Assignment>
All of the lines below should be copied word for word.

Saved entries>
——————————

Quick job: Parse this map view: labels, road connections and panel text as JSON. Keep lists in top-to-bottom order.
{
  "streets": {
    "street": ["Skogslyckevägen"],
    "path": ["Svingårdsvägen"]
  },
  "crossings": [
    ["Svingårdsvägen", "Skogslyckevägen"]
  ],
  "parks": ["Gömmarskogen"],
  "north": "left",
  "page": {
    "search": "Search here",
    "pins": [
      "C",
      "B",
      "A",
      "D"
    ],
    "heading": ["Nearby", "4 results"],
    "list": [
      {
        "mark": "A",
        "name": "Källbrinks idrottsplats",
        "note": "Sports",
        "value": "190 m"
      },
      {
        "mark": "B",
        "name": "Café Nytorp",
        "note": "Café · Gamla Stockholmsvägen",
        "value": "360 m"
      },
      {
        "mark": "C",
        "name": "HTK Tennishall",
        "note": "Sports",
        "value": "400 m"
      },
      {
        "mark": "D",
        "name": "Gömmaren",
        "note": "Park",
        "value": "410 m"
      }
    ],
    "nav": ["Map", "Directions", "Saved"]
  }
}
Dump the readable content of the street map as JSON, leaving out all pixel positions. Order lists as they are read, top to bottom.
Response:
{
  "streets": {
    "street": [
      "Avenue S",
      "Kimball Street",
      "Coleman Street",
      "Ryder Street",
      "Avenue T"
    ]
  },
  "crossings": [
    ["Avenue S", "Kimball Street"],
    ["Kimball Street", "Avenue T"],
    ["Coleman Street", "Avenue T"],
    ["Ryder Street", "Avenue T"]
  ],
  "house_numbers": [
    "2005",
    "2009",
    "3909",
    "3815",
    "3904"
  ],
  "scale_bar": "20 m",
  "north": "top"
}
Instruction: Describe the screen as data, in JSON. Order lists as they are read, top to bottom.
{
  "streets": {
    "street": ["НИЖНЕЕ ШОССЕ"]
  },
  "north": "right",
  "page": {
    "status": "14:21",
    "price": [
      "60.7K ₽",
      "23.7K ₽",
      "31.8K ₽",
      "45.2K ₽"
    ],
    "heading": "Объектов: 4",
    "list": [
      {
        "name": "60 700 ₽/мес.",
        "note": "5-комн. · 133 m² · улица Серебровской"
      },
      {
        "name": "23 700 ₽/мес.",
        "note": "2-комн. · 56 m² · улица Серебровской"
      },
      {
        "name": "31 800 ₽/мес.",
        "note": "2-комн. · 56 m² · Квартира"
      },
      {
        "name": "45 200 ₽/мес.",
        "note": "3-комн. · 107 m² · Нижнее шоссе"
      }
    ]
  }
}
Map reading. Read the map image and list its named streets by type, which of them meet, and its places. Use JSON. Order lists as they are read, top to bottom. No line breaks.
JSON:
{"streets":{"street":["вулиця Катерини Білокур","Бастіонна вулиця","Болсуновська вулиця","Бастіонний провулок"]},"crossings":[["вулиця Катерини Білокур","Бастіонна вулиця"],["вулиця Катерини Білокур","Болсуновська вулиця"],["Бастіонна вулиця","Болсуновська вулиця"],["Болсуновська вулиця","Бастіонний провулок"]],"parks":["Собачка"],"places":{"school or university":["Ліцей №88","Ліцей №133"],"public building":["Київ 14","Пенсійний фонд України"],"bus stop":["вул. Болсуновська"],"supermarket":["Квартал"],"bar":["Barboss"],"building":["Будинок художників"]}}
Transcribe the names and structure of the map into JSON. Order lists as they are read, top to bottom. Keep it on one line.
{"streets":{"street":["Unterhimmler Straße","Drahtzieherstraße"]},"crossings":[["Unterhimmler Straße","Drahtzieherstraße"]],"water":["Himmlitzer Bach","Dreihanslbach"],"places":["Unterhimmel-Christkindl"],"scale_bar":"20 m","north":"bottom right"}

——————————

Response to this task>
Quick job: Parse this map view: labels, road connections and panel text as JSON. Keep lists in top-to-bottom order.
{
  "streets": {
    "street": ["Skogslyckevägen"],
    "path": ["Svingårdsvägen"]
  },
  "crossings": [
    ["Svingårdsvägen", "Skogslyckevägen"]
  ],
  "parks": ["Gömmarskogen"],
  "north": "left",
  "page": {
    "search": "Search here",
    "pins": [
      "C",
      "B",
      "A",
      "D"
    ],
    "heading": ["Nearby", "4 results"],
    "list": [
      {
        "mark": "A",
        "name": "Källbrinks idrottsplats",
        "note": "Sports",
        "value": "190 m"
      },
      {
        "mark": "B",
        "name": "Café Nytorp",
        "note": "Café · Gamla Stockholmsvägen",
        "value": "360 m"
      },
      {
        "mark": "C",
        "name": "HTK Tennishall",
        "note": "Sports",
        "value": "400 m"
      },
      {
        "mark": "D",
        "name": "Gömmaren",
        "note": "Park",
        "value": "410 m"
      }
    ],
    "nav": ["Map", "Directions", "Saved"]
  }
}
Dump the readable content of the street map as JSON, leaving out all pixel positions. Order lists as they are read, top to bottom.
Response:
{
  "streets": {
    "street": [
      "Avenue S",
      "Kimball Street",
      "Coleman Street",
      "Ryder Street",
      "Avenue T"
    ]
  },
  "crossings": [
    ["Avenue S", "Kimball Street"],
    ["Kimball Street", "Avenue T"],
    ["Coleman Street", "Avenue T"],
    ["Ryder Street", "Avenue T"]
  ],
  "house_numbers": [
    "2005",
    "2009",
    "3909",
    "3815",
    "3904"
  ],
  "scale_bar": "20 m",
  "north": "top"
}
Instruction: Describe the screen as data, in JSON. Order lists as they are read, top to bottom.
{
  "streets": {
    "street": ["НИЖНЕЕ ШОССЕ"]
  },
  "north": "right",
  "page": {
    "status": "14:21",
    "price": [
      "60.7K ₽",
      "23.7K ₽",
      "31.8K ₽",
      "45.2K ₽"
    ],
    "heading": "Объектов: 4",
    "list": [
      {
        "name": "60 700 ₽/мес.",
        "note": "5-комн. · 133 m² · улица Серебровской"
      },
      {
        "name": "23 700 ₽/мес.",
        "note": "2-комн. · 56 m² · улица Серебровской"
      },
      {
        "name": "31 800 ₽/мес.",
        "note": "2-комн. · 56 m² · Квартира"
      },
      {
        "name": "45 200 ₽/мес.",
        "note": "3-комн. · 107 m² · Нижнее шоссе"
      }
    ]
  }
}
Map reading. Read the map image and list its named streets by type, which of them meet, and its places. Use JSON. Order lists as they are read, top to bottom. No line breaks.
JSON:
{"streets":{"street":["вулиця Катерини Білокур","Бастіонна вулиця","Болсуновська вулиця","Бастіонний провулок"]},"crossings":[["вулиця Катерини Білокур","Бастіонна вулиця"],["вулиця Катерини Білокур","Болсуновська вулиця"],["Бастіонна вулиця","Болсуновська вулиця"],["Болсуновська вулиця","Бастіонний провулок"]],"parks":["Собачка"],"places":{"school or university":["Ліцей №88","Ліцей №133"],"public building":["Київ 14","Пенсійний фонд України"],"bus stop":["вул. Болсуновська"],"supermarket":["Квартал"],"bar":["Barboss"],"building":["Будинок художників"]}}
Transcribe the names and structure of the map into JSON. Order lists as they are read, top to bottom. Keep it on one line.
{"streets":{"street":["Unterhimmler Straße","Drahtzieherstraße"]},"crossings":[["Unterhimmler Straße","Drahtzieherstraße"]],"water":["Himmlitzer Bach","Dreihanslbach"],"places":["Unterhimmel-Christkindl"],"scale_bar":"20 m","north":"bottom right"}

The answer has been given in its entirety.